- _Task to carry out_
In the data below, find every line that has the string "Emas", and copy it.

- _Data to use_
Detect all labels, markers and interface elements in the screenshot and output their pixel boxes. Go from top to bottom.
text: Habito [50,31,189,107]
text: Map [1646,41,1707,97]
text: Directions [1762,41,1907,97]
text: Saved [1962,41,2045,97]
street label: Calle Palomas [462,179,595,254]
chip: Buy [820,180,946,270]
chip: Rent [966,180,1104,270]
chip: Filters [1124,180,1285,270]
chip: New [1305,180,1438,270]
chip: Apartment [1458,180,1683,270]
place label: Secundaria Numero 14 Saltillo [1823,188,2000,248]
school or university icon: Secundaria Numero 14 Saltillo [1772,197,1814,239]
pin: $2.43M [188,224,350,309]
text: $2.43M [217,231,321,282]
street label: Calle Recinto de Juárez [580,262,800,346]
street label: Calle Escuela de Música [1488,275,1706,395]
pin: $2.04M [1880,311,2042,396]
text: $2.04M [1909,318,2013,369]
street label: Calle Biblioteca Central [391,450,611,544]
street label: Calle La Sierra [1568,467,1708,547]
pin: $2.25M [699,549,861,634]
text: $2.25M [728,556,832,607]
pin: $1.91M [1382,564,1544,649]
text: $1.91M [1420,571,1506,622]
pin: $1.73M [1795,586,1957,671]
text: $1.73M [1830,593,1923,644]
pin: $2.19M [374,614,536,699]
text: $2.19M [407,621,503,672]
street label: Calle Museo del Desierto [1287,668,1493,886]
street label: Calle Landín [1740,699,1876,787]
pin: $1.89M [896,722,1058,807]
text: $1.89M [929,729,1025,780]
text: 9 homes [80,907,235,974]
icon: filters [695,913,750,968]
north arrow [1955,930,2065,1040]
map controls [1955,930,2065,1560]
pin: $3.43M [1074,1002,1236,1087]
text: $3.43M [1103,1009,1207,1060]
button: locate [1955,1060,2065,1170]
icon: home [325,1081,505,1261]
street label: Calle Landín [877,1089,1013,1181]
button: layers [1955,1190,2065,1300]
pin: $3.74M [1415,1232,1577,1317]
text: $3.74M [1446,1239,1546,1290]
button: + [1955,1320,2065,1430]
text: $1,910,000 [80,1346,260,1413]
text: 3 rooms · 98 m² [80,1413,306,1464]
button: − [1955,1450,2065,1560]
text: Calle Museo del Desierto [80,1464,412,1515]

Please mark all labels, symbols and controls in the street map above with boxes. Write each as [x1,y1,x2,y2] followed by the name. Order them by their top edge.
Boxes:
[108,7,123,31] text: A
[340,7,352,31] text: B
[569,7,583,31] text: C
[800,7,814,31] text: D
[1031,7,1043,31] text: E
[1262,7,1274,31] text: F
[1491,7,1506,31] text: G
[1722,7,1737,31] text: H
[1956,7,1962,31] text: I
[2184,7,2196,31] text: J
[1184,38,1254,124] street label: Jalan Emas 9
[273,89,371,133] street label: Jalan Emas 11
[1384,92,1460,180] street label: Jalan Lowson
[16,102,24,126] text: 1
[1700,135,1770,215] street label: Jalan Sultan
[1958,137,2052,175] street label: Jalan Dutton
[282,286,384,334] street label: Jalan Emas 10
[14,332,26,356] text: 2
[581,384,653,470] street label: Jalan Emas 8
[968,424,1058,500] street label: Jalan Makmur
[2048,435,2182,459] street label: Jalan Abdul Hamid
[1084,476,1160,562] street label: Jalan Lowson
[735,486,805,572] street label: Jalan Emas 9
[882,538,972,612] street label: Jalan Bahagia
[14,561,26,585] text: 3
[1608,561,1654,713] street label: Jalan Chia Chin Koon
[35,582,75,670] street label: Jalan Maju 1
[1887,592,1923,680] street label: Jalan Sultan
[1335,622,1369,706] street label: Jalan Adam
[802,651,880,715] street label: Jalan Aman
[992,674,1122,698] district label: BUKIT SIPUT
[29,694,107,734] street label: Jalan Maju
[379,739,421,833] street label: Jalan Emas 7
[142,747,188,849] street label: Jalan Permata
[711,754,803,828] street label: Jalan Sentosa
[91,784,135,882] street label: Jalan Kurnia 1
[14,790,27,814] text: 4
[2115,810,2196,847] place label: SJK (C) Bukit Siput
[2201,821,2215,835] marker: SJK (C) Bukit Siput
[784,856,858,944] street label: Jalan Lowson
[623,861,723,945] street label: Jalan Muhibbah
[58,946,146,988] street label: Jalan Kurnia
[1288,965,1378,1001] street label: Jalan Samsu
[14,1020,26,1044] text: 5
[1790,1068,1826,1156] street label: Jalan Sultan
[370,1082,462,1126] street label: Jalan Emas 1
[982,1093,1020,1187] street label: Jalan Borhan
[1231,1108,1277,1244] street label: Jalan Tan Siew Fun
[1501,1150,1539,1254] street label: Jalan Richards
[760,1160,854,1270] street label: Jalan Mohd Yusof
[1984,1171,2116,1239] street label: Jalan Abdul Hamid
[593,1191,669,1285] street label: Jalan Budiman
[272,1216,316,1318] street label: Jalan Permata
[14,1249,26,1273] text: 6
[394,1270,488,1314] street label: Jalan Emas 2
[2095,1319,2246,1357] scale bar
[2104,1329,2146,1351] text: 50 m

- _The completed task_
[1184,38,1254,124] street label: Jalan Emas 9
[273,89,371,133] street label: Jalan Emas 11
[282,286,384,334] street label: Jalan Emas 10
[581,384,653,470] street label: Jalan Emas 8
[735,486,805,572] street label: Jalan Emas 9
[379,739,421,833] street label: Jalan Emas 7
[370,1082,462,1126] street label: Jalan Emas 1
[394,1270,488,1314] street label: Jalan Emas 2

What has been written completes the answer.